▶ [EXERCISE DESCRIPTION]:
Copy each line from the entries that the word "none" appears in.

▶ [RECORDS SUPPLIED]:
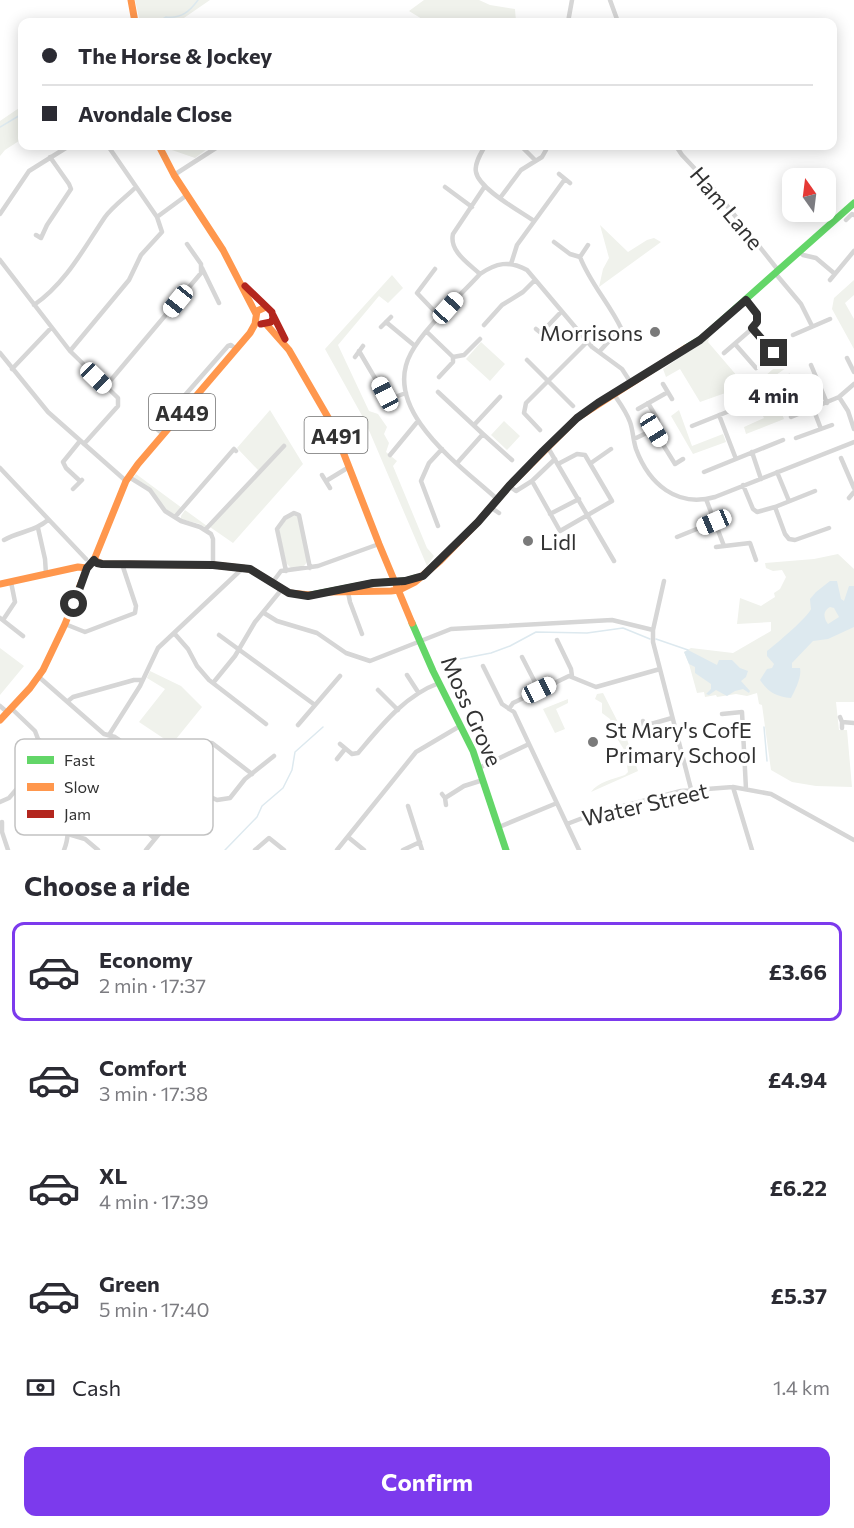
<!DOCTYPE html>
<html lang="en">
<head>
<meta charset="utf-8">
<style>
  body { margin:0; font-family:Commissioner,sans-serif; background:#f7f7f7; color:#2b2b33; height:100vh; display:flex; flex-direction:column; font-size:22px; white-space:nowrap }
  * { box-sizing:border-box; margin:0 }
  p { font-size:20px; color:#7c7c81 }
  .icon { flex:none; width:33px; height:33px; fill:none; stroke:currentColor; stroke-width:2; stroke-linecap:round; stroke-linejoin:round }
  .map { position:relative; height:850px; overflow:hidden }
  .panel { display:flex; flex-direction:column; background:#fff; flex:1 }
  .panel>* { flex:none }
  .guide { position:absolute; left:18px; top:18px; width:819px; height:132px; border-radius:12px; box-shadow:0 3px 15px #0003; display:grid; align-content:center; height:132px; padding:0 24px; background:#fff }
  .needle { width:39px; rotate:346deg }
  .tools { position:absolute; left:782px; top:168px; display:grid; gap:12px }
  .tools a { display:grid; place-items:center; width:54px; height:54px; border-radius:12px; background:#fff; box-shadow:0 3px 15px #0003; font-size:30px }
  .end { position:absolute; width:27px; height:27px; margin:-14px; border:8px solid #323232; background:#fff; box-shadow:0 0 0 3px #fff }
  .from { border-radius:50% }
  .bubble { position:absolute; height:42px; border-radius:12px; background:#fff; box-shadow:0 3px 15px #0003; font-size:20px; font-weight:700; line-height:42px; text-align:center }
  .car { position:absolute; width:18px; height:36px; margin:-18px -9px; border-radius:8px; box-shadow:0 0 4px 2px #0007; background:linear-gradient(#fff 24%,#345 0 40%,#fff 0 76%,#345 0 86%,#fff 0) }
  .guide b { display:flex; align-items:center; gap:21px; height:57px; font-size:22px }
  .guide b+b { border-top:2px solid #e1e1e2 }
  .guide i { width:15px; height:15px; background:#2b2b33 }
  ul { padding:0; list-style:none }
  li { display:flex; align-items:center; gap:18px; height:99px; margin:0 12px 9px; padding:0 12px; border:3px solid transparent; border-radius:12px }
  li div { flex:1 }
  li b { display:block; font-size:22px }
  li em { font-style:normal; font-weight:700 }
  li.active { border-color:#7c3aed }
  li>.icon { width:54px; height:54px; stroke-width:1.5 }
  h2 { padding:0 24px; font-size:27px; line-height:72px }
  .pay { display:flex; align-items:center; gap:15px; height:66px; padding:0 24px; font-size:22px }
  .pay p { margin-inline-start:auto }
  .cta { display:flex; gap:12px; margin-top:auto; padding:12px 24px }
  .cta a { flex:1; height:69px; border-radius:12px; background:#7c3aed; color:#fff; font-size:24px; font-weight:700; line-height:69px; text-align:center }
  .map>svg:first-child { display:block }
  .green { fill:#f0f2ec }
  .water { fill:#dde9ef; fill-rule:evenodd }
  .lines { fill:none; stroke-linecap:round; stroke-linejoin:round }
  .stream { stroke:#dde9ef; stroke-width:1.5 }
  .street { stroke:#d6d6d6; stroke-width:4.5 }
  .fast { stroke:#63d668; stroke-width:7 }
  .slow { stroke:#ff974d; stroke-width:7 }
  .jam { stroke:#b3261e; stroke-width:7 }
  .route { stroke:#323232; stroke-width:8 }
  .poi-dot { fill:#7a7a7a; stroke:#fff; stroke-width:2 }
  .labels { text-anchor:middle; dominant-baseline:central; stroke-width:6; stroke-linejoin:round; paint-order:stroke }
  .shield { fill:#fff; stroke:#707070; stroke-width:1.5 }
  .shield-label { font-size:21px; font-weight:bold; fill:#323232 }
  .street-label { font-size:22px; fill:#323232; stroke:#fff }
  .poi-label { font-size:22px; fill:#323232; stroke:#fff; text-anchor:start }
  .key { fill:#fff; stroke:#c2c2c2; stroke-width:1.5 }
  .key-label { font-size:16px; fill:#323232 }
</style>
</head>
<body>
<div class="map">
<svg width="854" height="850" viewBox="0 0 854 850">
  <rect width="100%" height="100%" fill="#fff"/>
  <path class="green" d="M135,0H210L181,20L161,19L158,22H140Z
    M424,0H479L490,5L515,9L516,22H427L409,11Z
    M22,106V139L5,150L0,156V121Z
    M168,146H211L195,158L169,149Z
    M600,225L628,252L647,240L654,238L661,242L599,287L603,269L609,258Z
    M392,275L403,288L388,303L379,296L338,345L369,411L378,414L387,427L384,434L389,443L386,452L397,461L393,466L427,548L434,556L427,566L365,421L325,349Z
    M854,280V295L845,303L854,319V349L832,309L834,298Z
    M710,337L708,342L744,384L765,376L780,363L786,368L766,382L745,386L700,402L680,369L666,377L663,369Z
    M481,342L505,364L490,381L466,359Z
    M775,397L784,419L746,434L744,427L764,418L757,404Z
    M270,410L303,464L233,543L210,527L258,470L237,448Z
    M679,410L692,446L723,434L726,442L693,454L671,416Z
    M504,421L520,436L507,450L491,435Z
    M136,474L182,508L175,514L170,513L136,480L134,477Z
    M185,510L207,526L206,528L200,524L181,519V516Z
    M294,514L298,517L307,562L304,566L292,569L286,563L279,530L288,517Z
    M838,554L854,569V702H836L839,730H847L852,787L816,786L792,782L771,770L762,705L759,704L757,693L747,696L736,694L717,697L716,695L705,697L704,692L697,693L689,664L684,652L691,648L733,653L771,631V622L737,624L740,598L761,606L775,597L774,593L780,589L786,577L782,570L773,571L766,568L765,563L814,559Z
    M0,648L24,666L0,695Z
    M150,671L181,686L202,707L172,744L139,722L165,689L147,678Z
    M603,693L621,728H623L638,771L591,792C598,782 613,779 625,775L628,772L625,751L618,740L610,719L602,713V703L595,699L597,694Z
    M568,699V703L556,709L565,729L555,733L543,709Z"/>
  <path class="water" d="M830,581H837L841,599L844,601L849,586H854V627L828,639L813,641L792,663V668H800C802,677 795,690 791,698C776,697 768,692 760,680L767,669L772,668L774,664L767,656V651C774,646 809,616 811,609C811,609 810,600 810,599L816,592ZM830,607L834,608L839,617L828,624C824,619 822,611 830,607Z
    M688,650L717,665L719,660H732L740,668L748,671L746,677L741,681L750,691L749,693L743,689L735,691L727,696L716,690L709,695L706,694L711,689V684L695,673V667L689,664L684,652Z"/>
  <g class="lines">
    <path class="stream" d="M158,22L166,17C181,19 190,11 198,0
      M0,127L22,114
      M656,639L688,650
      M460,659L491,653L510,646L536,632L587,633L623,628L650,639
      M764,727L767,761
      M225,850L257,817L262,806L283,788L292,770L295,752L323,727"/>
    <path class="street" d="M610,0L618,22
      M568,22L572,0
      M485,146C481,153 474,164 476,172C479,189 520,211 534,221
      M521,146L535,160
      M676,146L682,155L713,188L778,270
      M559,174L570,183
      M174,175L219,146
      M445,187L472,207
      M500,198L521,170L542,157L546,150
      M0,214L29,171L69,146
      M157,217L187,195
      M846,220L852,214L854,215
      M36,235L41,238L47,225L71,189L69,184L50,157
      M554,242L570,254L580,257L588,245
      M799,251L803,255L816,258L835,274
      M580,257C590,283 609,303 621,328L599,352
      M0,260L70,351L118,398V406L84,444
      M511,264L517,245L565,179
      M202,268L219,303
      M435,269L417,293L440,317
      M775,273L801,304L812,326
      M480,274C468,263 449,251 453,234L485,186
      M830,280L854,251
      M34,305C66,283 84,248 105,217C113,206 126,197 136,187
      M386,322L415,346
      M484,325L502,305L523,292L535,280
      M381,327L391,317
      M752,328L785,366
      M536,329L541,333L561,312
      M427,332L453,357
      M793,335L830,319
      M735,344L756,368
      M70,351L129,280L141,255L162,232L157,217L108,146
      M359,351L386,397L392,398L406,393
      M0,353L48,412L126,481
      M724,353L754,327L758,319L757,314L746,300
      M355,357L363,346
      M847,358L854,372
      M527,360L573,406
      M811,365L827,403
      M12,369L51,328
      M789,376L804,412
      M439,377L453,362V357L464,355L480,339
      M663,384L672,399
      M105,387L201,273V264L187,244
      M438,392L483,434
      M613,393C619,402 626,411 630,422C633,430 633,440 636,449C649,484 677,508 715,497L854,442
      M839,397L854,384
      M813,408L821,429
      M638,409L668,392
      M719,415L736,459
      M791,417L839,397L848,411L854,429
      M474,425L500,397
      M692,426L752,402L750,397
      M540,430L524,413L526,403L587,342
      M654,430L675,464L683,459
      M163,434L158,430V426L228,346L231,345L236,349
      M796,438L832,425
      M634,439L657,428L658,420L648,403
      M80,441L63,462L66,468L80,481
      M547,446L614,561
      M752,452L761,479
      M390,455L418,421
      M841,458L854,488
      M555,459L532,481L560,531L612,501L585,455L577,454L558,464
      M458,462L483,434L512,460
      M591,463L611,449
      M0,468L86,559
      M704,472L783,440
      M777,472L789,501
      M322,475L330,488
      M129,477L150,490L165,511L181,521L200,527L211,534L213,539V565
      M326,481L349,467
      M743,485L753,509L757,512L775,507L815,491
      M509,486L516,491L532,481
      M73,489L82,480
      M849,498L854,492
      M497,499C461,466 380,410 411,353C424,328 460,296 480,274C496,263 509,260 527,270L592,347L622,369L631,383
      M706,499L724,546
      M490,507L499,513
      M775,507L785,534L789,539L795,540L829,528
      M550,514L579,499
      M175,517L234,449L236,451
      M438,526L421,481L429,463L442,449
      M38,528L45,559L46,574
      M205,530L284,446
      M677,537L714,522
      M4,540C20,531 34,532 48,520
      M716,547L750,543L756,560
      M286,571L277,529L285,518L294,513L299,515L310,568
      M664,581L653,630V642L691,789
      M272,583L281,571L318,566L379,544
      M348,592L350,602L362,634
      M264,613L277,621L317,633L346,653L370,661L451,629L612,620L653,630
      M0,618L23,636
      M3,620L15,602L11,582
      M65,624L85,632L135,613L136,606L122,564
      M174,633L188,649L197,666L209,680L266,724
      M219,635L315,705
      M557,640L571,669L572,676
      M522,657L539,690
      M483,666L502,704L514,712L579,850
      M407,675L418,692
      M39,677L104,734L115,737L193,789L217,800L230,798L245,779L274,756
      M213,683L235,656L255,622L282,589
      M378,690L398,710
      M68,701L73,697L134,680H143
      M0,706L7,712
      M11,708L35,731L38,739C76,773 117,803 154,838
      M509,709L513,703L569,676L596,687L660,669
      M722,714L742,712L746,789
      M840,717L842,722V728
      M643,721L644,726L672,718
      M842,722L854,723
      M298,725L340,676
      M109,735L140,686L158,648L244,567
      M340,744L352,754L358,753C381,726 404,696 439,683
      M337,759L345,749
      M479,768L529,744
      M82,778L112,736
      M177,778L204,744L212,743L252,774
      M733,787L752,850
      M442,794L445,798L446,805
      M445,798L464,786L483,780
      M0,802L9,798L50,750
      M408,806L422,850
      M51,810C68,820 71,832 64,850
      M2,822V832L8,850
      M54,822L60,815
      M567,824L593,814L681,791L733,787L771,794L854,840
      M499,827L557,803
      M68,834L85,839L98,850
      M348,837L364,850
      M146,850L185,802L193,789
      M255,850L269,838L284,850
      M337,850L416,752L460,726
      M403,850L420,842"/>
    <path class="fast" d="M686,348L701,339L854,203
      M311,595L373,583L405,581L415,578
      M412,623L433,671L473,751L506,850"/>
    <path class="slow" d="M131,0L135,22
      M159,146L174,175L223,250L256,314
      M266,324L289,350L333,426L379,544L412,623
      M94,560L102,564L213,565L250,569L289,593L311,595
      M0,584L78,567L87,568
      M328,592L391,591L399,590L415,582L440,561L478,522L509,486L577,418L686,348
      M0,720L30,688L43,670L65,624L87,568L94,560L126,481L138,464L250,333L255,324L257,311L266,307"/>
    <path class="jam" d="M245,286L272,312L273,318L271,322L261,324
      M273,315L285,339"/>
  </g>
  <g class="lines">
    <path class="route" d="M74,604L87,568L94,560L97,563L102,564L213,565L250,569L289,593L308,596L373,583L405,581L423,576L478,522L509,486L543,451L577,418L598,403L700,340L746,300L757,314V322L752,328L774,353"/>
  </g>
  <g class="poi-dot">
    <circle cx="655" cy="332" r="6"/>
    <circle cx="528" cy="541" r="6"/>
    <circle cx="593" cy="742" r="6"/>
  </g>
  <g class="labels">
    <g class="shield">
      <rect x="149" y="394" width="66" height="36" rx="4.5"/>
      <rect x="304.5" y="417" width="63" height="36" rx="4.5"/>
    </g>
    <g class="shield-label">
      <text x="182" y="412">A449</text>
      <text x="336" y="435">A491</text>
    </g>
    <g class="street-label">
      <text transform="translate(727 208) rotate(50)">Ham Lane</text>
      <text transform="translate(472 711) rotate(66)">Moss Grove</text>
      <text transform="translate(645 804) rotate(-13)">Water Street</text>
    </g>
    <g class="poi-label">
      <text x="643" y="332" text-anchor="end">Morrisons</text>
      <text x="540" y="541">Lidl</text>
      <text x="605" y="729">St Mary's CofE<tspan x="605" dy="25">Primary School</tspan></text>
    </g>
  </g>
  <rect x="15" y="739" width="198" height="96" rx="9" class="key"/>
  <rect x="27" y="756" width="27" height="8" fill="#63d668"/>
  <rect x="27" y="783" width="27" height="8" fill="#ff974d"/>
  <rect x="27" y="810" width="27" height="8" fill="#b3261e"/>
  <g class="key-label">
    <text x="64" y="766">Fast</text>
    <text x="64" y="793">Slow</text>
    <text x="64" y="820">Jam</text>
  </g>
</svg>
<div class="tools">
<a><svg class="needle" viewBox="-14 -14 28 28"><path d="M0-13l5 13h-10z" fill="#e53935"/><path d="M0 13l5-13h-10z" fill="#7c7c81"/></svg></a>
</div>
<i class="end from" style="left:74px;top:604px"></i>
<i class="end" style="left:774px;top:353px"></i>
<div class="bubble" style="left:724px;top:374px;width:99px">4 min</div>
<i class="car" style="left:178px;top:301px;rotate:219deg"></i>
<i class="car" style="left:448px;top:308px;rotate:42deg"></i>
<i class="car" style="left:96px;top:378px;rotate:134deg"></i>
<i class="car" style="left:385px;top:394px;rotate:332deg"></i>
<i class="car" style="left:654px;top:430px;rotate:148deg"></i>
<i class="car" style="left:714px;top:522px;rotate:247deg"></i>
<i class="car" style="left:539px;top:690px;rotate:64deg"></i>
<div class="guide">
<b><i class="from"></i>The Horse &amp; Jockey</b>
<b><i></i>Avondale Close</b>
</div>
</div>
<section class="panel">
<h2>Choose a ride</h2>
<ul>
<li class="active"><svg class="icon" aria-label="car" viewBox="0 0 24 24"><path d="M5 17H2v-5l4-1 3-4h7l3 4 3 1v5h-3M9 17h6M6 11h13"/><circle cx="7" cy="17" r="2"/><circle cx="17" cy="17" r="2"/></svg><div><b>Economy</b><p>2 min · 17:37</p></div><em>£3.66</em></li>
<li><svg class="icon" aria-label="car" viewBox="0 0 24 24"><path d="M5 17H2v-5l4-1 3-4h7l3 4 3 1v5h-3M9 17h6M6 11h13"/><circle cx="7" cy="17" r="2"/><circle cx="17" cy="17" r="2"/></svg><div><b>Comfort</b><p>3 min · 17:38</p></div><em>£4.94</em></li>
<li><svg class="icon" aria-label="car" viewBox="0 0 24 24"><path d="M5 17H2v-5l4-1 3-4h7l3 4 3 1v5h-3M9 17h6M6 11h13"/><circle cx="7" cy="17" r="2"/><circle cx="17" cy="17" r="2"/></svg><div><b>XL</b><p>4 min · 17:39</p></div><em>£6.22</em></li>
<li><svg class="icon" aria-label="car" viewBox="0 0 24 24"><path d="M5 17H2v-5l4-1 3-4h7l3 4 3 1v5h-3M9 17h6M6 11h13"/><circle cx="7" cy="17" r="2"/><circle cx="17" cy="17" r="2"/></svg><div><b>Green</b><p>5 min · 17:40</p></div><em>£5.37</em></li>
</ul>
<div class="pay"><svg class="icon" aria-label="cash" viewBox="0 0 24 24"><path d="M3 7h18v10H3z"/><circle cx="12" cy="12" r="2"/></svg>Cash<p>1.4 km</p></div>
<div class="cta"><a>Confirm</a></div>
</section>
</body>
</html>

▶ [ANSWER TO THIS PROBLEM]:
  .icon { flex:none; width:33px; height:33px; fill:none; stroke:currentColor; stroke-width:2; stroke-linecap:round; stroke-linejoin:round }
  .panel>* { flex:none }
  ul { padding:0; list-style:none }
  .lines { fill:none; stroke-linecap:round; stroke-linejoin:round }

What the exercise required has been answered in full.